[[ Data section, beginning ]]

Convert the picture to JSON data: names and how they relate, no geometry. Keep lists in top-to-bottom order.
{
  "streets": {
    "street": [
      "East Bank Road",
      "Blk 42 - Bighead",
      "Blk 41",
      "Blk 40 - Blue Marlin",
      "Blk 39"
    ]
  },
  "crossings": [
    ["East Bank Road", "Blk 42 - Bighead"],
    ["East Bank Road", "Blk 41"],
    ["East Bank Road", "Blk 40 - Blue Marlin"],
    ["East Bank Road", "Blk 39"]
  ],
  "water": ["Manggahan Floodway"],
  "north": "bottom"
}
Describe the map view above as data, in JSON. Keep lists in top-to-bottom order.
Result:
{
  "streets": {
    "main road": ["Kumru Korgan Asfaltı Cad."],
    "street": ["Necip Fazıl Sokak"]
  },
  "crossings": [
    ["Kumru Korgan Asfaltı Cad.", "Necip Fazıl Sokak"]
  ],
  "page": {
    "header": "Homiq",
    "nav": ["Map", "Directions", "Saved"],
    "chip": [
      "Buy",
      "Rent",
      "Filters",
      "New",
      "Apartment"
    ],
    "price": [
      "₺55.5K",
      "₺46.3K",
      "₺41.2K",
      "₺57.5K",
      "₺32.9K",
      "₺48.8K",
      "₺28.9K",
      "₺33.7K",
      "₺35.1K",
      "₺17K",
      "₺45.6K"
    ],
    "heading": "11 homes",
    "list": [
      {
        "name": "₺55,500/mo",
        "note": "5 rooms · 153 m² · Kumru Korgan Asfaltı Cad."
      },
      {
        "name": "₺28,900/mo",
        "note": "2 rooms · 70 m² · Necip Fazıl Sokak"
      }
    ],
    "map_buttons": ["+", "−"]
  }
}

[[ Data section, end ]]

Required action: Only the lines from the first line of the records through the line with "Describe the map" should be reproduced, exactly and with nothing added.

Exercise answer:
Convert the picture to JSON data: names and how they relate, no geometry. Keep lists in top-to-bottom order.
{
  "streets": {
    "street": [
      "East Bank Road",
      "Blk 42 - Bighead",
      "Blk 41",
      "Blk 40 - Blue Marlin",
      "Blk 39"
    ]
  },
  "crossings": [
    ["East Bank Road", "Blk 42 - Bighead"],
    ["East Bank Road", "Blk 41"],
    ["East Bank Road", "Blk 40 - Blue Marlin"],
    ["East Bank Road", "Blk 39"]
  ],
  "water": ["Manggahan Floodway"],
  "north": "bottom"
}
Describe the map view above as data, in JSON. Keep lists in top-to-bottom order.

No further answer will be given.